La vista de Theo se extravió, y se quedó tan quieto que Gemma miró a Kincaid interrogante, pero al instante suspiró y dijo:
– Gracias, es lo que había estado esperando desde que hablaste conmigo el viernes. Has sido muy amable viniendo hasta aquí para contármelo.
Gemma, que sabía que la amabilidad no había sido el móvil de Kincaid, lo vio sonrojarse ligeramente.
– Theo…
– Fue la sorpresa lo que me dejó tan mal. Ahora he tenido un poco de tiempo para hacerme a la idea, y me doy cuenta de que sería muy propio de Jasmine, pero lo que no entiendo todavía -Theo miró a Kincaid y luego a Gemma, para incluirla en la pregunta- es por qué me pidió que la llamara y la fuera a ver hoy.
– Theo -insistió Kincaid-, hay otra posibilidad. El juez de instrucción probablemente dará un veredicto de suicidio, a no ser que aportemos pruebas de lo contrario.
– ¿De lo contrario? ¿Qué quieres decir con lo contrario? -Theo juntó las cejas sobre el marco dorado de las gafas.
Kincaid se sentó y se inclinó hacia Theo mientras le hablaba con más prisas ahora.
– La morfina pudo dársela otra persona. Tal vez Jasmine le dijo a Margaret la verdad, que había cambiado de idea con respecto al suicidio, y tal vez a alguien no le gustara esa decisión.
– ¿No hablarás en serio? -Theo escrutó en la expresión de Kincaid algún indicio de broma, pero como no lo encontró se volvió hacia Gemma en busca de confirmación. Ella asintió.
– Sí, habla en serio.
– ¿Pero, por qué? -La voz de Theo se alzó hasta convertirse en un chillido-. ¿Por qué iba a querer nadie matar a Jasmine? ¡Se estaba muriendo, Dios mío! Tú mismo dijiste que sólo le quedaban unos meses. -Respiró y se subió las gafas por el puente de la nariz y luego apuntó un dedo acusador hacia Kincaid-. ¿Y cómo iba a darle alguien tanta morfina sin que ella lo supiera?
Un buen punto de vista, pensó Gemma, y a Kincaid no se le ha ocurrido.

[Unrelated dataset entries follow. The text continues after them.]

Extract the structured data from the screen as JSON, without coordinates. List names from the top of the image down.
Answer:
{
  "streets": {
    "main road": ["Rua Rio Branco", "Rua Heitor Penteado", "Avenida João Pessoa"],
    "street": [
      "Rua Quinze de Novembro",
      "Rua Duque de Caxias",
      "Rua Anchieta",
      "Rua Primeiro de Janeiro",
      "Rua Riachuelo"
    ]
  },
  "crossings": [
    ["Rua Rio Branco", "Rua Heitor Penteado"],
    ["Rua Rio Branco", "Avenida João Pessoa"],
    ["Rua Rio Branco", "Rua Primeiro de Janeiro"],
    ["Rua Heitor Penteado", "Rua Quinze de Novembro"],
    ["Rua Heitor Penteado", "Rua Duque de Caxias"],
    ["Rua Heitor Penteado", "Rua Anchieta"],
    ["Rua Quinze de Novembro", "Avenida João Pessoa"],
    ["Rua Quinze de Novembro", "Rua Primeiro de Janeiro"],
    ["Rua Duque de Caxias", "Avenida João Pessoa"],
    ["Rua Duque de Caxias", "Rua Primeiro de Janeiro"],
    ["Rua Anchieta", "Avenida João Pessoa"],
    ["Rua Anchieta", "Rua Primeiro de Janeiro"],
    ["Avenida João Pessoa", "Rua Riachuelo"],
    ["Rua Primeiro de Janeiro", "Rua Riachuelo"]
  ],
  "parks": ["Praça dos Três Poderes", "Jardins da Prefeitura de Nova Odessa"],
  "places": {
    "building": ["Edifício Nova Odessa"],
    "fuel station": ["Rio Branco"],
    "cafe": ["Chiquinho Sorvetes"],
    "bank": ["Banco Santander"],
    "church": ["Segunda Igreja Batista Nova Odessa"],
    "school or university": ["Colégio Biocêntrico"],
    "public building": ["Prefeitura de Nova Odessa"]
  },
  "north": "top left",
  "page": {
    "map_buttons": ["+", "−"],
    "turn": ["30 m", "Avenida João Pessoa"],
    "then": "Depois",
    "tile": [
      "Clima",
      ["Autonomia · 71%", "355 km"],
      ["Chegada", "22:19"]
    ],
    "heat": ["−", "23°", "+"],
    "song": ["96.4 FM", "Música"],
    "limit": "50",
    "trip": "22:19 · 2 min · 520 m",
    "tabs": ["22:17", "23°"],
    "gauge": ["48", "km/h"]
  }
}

– No lo sé, Theo. Yo he supuesto que fue alguien que ella conocía. En cuanto al por qué -el tono de Kincaid se volvió menos conciliador-, alguien podría tener prisa por algún motivo. ¿Qué sabes de la herencia de Jasmine?
– ¿La herencia? -Theo puso cara de incomprensión.
– Vamos, hombre, que no hay por qué sorprenderse tanto. -Kincaid se levantó y caminó por el cuartito-. Alguna idea tendrás de cómo iba a disponer Jasmine de su propiedad. Me contó que había hecho algunas buenas inversiones desde hacía algunos años, y el valor del piso es alto. ¿Será todo para ti?
– No lo sé. -Theo levantó la vista hacia Kincaid, y a Gemma le dio la impresión de que se había encogido ante sus ojos-. Pagó lo que quedaba de la hipoteca de aquí. Yo estaba sin blanca, en un momento difícil. -Se volvió hacia Gemma en busca de comprensión-. Es que algunas cosas no habían salido bien. Nunca había llegado a pensar lo que pasaría si ella muriera.
Kincaid arqueó las cejas, incrédulo, y abrió la boca para protestar, pero cambió de táctica.